> _Exercise brief_
Look through the lines of the material and count those containing "hidden". Give that count alone.

> _The records_
==*==
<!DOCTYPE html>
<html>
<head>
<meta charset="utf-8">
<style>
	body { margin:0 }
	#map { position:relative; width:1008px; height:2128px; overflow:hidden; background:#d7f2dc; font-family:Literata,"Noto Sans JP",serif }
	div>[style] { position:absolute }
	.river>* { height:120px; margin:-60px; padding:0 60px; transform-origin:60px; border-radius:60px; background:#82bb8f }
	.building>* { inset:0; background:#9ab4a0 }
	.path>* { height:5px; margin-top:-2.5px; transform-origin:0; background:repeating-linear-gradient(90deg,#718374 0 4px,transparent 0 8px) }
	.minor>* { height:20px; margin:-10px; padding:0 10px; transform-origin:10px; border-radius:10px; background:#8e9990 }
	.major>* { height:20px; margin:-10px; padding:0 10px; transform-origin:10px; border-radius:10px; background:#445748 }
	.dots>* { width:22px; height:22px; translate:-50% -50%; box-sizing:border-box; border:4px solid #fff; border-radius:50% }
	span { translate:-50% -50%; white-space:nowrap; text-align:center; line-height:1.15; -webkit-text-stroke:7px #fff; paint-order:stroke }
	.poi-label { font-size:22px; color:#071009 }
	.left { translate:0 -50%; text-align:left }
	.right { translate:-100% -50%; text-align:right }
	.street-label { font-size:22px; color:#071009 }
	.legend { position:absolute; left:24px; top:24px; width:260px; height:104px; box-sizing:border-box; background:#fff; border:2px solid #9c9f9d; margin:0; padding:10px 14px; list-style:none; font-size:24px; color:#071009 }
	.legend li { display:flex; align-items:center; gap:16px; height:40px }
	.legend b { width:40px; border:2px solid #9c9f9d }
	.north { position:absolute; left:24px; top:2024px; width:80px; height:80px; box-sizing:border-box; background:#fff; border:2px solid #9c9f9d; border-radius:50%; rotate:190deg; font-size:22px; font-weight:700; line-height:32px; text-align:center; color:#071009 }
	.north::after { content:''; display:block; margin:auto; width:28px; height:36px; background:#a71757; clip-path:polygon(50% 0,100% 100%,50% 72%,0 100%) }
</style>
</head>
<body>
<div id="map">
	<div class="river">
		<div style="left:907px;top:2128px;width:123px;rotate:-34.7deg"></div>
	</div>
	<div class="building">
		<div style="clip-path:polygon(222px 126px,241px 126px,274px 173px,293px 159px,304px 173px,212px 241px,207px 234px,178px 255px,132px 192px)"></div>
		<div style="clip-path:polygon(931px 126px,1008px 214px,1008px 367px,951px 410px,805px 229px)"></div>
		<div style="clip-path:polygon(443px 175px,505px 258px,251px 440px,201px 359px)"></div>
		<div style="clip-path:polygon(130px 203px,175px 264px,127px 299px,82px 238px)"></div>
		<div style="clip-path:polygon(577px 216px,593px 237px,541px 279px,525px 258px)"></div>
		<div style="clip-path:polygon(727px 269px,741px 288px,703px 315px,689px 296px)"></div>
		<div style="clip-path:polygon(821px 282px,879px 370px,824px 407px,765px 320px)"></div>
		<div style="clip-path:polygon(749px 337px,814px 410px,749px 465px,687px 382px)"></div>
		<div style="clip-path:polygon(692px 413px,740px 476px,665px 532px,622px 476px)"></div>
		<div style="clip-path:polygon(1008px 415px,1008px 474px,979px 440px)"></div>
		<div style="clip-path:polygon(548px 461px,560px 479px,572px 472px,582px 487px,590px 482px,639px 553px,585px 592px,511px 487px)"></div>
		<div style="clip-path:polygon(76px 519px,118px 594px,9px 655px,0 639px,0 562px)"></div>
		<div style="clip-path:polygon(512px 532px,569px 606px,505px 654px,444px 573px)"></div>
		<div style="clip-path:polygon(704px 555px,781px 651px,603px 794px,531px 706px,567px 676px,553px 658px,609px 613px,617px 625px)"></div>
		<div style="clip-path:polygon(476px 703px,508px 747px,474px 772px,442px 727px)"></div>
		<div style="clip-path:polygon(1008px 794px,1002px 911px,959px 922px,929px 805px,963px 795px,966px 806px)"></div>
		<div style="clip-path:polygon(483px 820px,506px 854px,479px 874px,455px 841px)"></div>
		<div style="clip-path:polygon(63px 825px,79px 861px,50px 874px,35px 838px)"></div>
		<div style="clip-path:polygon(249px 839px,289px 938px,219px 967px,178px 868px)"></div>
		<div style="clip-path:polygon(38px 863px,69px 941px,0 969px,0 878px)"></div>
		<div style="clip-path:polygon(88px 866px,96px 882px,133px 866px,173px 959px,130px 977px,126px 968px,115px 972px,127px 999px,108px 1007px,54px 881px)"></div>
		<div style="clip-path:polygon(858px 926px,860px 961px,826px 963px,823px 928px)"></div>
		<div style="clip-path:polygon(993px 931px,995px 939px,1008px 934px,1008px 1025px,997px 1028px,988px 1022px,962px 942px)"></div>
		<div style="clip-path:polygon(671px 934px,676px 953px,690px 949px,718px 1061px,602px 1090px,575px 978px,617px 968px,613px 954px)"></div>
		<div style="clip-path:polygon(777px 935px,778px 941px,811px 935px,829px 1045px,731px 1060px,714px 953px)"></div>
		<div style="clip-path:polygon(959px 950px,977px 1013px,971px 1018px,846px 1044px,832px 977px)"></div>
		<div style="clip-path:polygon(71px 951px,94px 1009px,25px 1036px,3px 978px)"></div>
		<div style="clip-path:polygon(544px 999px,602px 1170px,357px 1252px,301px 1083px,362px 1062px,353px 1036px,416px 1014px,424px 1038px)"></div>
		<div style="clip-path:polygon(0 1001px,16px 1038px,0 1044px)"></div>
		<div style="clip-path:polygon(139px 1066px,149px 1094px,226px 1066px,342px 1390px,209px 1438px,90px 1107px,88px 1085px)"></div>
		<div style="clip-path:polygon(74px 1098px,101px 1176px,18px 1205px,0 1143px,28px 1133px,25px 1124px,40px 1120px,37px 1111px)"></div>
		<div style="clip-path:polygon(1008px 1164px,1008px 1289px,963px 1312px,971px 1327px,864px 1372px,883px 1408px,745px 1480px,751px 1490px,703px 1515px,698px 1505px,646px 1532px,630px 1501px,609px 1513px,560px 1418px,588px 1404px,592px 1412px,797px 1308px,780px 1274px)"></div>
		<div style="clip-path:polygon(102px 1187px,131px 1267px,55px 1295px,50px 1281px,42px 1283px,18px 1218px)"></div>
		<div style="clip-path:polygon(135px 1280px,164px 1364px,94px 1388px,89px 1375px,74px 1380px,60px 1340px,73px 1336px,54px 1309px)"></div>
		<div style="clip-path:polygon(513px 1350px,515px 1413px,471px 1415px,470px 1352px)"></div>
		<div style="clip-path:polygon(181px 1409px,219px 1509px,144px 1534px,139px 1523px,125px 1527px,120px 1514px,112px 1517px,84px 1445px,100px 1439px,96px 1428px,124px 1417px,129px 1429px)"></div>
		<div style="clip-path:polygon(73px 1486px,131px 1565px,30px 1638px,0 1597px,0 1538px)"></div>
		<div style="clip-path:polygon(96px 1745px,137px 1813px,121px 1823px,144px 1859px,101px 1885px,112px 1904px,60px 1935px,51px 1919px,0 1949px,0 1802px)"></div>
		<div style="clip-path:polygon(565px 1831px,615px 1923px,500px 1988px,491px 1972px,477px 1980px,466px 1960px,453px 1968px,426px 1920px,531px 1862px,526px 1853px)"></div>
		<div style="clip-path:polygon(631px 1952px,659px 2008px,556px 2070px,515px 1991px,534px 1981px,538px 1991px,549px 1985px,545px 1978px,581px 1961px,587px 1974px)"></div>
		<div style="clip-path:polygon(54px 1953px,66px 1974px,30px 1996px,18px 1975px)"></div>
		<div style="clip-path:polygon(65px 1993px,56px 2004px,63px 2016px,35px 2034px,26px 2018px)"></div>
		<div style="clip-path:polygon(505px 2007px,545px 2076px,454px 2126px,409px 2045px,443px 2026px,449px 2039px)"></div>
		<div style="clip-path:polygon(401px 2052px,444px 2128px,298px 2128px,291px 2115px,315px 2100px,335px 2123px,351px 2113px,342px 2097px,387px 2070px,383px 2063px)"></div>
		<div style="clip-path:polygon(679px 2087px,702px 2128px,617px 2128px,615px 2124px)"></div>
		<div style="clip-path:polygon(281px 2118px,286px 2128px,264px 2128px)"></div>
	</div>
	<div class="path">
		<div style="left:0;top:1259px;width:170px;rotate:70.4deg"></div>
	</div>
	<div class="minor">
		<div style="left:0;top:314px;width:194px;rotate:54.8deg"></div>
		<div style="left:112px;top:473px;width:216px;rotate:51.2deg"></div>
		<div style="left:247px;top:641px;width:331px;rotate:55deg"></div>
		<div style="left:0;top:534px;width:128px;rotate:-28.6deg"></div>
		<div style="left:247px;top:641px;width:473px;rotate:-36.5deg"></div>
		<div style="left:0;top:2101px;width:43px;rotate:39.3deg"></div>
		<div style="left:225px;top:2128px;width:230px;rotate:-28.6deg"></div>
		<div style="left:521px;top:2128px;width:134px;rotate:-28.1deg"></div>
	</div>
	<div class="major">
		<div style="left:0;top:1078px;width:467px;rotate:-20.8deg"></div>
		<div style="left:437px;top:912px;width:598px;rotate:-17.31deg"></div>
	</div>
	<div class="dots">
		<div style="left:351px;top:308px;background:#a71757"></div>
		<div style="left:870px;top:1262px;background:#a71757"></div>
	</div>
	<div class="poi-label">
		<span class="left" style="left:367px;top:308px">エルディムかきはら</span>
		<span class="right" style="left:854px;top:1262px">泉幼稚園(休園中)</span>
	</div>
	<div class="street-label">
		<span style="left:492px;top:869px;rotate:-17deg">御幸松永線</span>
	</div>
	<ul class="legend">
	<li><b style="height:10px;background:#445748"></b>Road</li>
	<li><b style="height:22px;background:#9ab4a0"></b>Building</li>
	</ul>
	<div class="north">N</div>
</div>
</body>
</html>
==*==
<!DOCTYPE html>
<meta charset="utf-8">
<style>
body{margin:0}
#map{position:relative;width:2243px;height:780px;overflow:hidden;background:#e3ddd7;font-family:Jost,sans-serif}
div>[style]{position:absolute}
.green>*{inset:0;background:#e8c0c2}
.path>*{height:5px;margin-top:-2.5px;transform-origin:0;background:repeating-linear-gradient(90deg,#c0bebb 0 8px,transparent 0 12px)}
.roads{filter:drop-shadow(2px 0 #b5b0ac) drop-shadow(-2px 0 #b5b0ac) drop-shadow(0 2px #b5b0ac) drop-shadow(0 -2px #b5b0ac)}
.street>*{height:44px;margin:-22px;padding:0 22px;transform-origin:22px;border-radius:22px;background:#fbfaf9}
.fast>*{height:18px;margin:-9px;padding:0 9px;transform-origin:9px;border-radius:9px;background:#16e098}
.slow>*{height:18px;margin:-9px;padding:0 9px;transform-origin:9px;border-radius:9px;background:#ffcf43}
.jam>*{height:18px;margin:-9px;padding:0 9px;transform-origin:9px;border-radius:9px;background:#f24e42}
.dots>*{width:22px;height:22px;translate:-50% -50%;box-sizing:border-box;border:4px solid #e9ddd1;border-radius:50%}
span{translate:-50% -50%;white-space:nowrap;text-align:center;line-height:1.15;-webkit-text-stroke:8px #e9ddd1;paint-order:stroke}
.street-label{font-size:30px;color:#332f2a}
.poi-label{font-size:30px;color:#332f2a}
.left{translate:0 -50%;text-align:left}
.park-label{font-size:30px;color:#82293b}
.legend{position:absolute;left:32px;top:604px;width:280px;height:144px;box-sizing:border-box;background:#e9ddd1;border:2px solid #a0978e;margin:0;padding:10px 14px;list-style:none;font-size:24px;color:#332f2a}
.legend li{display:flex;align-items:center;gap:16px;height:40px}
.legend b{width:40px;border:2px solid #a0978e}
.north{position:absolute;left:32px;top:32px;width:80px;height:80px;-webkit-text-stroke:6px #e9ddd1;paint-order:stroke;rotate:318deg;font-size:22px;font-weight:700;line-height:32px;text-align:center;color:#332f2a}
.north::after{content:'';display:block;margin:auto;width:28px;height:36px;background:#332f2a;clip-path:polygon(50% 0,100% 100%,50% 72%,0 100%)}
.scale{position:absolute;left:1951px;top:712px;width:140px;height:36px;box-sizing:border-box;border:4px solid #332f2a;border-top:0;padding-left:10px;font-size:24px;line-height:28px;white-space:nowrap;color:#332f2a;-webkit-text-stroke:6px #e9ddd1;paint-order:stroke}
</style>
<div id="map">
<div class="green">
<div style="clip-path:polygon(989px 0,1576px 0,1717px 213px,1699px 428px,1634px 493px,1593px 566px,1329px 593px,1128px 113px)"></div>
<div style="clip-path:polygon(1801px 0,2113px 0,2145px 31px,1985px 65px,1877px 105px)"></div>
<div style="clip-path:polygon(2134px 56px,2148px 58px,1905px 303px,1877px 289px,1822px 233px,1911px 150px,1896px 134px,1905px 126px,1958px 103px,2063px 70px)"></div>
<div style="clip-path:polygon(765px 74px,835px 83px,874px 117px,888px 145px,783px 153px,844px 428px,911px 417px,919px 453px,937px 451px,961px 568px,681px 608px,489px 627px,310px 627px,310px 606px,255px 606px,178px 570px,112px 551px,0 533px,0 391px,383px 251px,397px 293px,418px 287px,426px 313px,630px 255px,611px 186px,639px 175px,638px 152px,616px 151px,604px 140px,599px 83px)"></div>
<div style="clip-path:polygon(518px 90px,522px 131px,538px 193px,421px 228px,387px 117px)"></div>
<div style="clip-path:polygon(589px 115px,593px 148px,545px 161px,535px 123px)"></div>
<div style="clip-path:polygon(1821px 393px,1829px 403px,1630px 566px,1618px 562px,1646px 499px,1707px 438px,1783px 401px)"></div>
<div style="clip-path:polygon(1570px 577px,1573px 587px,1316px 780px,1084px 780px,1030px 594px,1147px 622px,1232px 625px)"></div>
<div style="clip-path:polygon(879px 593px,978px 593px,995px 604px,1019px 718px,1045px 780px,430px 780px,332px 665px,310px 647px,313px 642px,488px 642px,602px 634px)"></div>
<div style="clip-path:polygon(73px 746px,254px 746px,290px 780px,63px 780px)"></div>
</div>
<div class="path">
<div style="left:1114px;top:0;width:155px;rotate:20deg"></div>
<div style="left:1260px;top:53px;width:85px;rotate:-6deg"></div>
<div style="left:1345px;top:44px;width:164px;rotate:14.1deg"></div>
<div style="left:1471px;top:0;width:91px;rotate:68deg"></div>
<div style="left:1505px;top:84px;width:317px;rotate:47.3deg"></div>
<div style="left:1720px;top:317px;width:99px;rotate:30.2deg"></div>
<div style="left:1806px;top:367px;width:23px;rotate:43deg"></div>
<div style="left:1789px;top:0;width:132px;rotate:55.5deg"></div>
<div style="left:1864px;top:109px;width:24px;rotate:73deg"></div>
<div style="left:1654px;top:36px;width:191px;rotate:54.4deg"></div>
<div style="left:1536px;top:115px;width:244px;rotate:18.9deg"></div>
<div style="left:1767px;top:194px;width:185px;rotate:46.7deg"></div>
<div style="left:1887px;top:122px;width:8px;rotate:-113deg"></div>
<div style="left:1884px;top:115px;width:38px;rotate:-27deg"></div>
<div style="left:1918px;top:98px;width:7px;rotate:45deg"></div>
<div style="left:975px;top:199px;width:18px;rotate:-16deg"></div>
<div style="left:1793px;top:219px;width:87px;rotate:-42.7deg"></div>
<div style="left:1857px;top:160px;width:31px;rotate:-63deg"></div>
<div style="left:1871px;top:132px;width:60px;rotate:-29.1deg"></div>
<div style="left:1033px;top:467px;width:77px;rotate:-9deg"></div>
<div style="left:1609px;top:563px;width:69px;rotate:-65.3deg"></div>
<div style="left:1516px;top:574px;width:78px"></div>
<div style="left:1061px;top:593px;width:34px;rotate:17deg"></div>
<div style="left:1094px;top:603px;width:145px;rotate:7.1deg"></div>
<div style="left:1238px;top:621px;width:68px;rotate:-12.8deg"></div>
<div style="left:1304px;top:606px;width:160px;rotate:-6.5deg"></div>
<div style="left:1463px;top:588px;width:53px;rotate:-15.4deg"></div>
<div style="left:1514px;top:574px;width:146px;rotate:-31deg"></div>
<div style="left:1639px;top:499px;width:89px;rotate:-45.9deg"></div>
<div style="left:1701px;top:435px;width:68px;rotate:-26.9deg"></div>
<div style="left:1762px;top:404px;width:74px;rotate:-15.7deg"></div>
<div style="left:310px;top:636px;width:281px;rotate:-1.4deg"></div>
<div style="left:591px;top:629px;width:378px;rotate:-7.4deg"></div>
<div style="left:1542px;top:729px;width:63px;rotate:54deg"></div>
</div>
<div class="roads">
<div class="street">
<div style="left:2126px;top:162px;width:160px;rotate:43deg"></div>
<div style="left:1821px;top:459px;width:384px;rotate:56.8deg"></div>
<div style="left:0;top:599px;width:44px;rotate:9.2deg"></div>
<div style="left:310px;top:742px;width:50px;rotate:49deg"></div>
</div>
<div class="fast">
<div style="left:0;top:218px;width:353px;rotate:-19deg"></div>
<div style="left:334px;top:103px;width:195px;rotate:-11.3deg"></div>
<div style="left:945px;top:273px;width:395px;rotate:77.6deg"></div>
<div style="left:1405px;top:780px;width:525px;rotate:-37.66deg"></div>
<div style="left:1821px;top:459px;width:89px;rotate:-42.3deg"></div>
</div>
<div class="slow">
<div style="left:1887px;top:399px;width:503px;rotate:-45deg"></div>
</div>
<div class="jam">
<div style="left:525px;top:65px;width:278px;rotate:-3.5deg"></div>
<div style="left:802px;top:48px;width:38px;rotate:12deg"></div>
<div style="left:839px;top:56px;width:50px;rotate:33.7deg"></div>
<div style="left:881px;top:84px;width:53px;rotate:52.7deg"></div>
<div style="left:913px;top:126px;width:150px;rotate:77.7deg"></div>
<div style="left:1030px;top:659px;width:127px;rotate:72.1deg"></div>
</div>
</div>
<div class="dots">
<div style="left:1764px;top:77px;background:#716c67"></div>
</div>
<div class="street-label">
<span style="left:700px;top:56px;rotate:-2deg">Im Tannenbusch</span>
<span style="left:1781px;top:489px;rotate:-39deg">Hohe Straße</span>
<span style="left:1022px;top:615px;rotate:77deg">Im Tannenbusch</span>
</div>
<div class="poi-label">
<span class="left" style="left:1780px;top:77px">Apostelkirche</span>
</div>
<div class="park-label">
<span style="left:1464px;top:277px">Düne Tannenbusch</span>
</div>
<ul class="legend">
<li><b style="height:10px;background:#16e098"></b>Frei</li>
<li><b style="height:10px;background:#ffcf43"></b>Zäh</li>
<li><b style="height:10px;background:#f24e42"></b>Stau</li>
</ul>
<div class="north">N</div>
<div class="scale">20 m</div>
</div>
==*==
> _Answer space_
2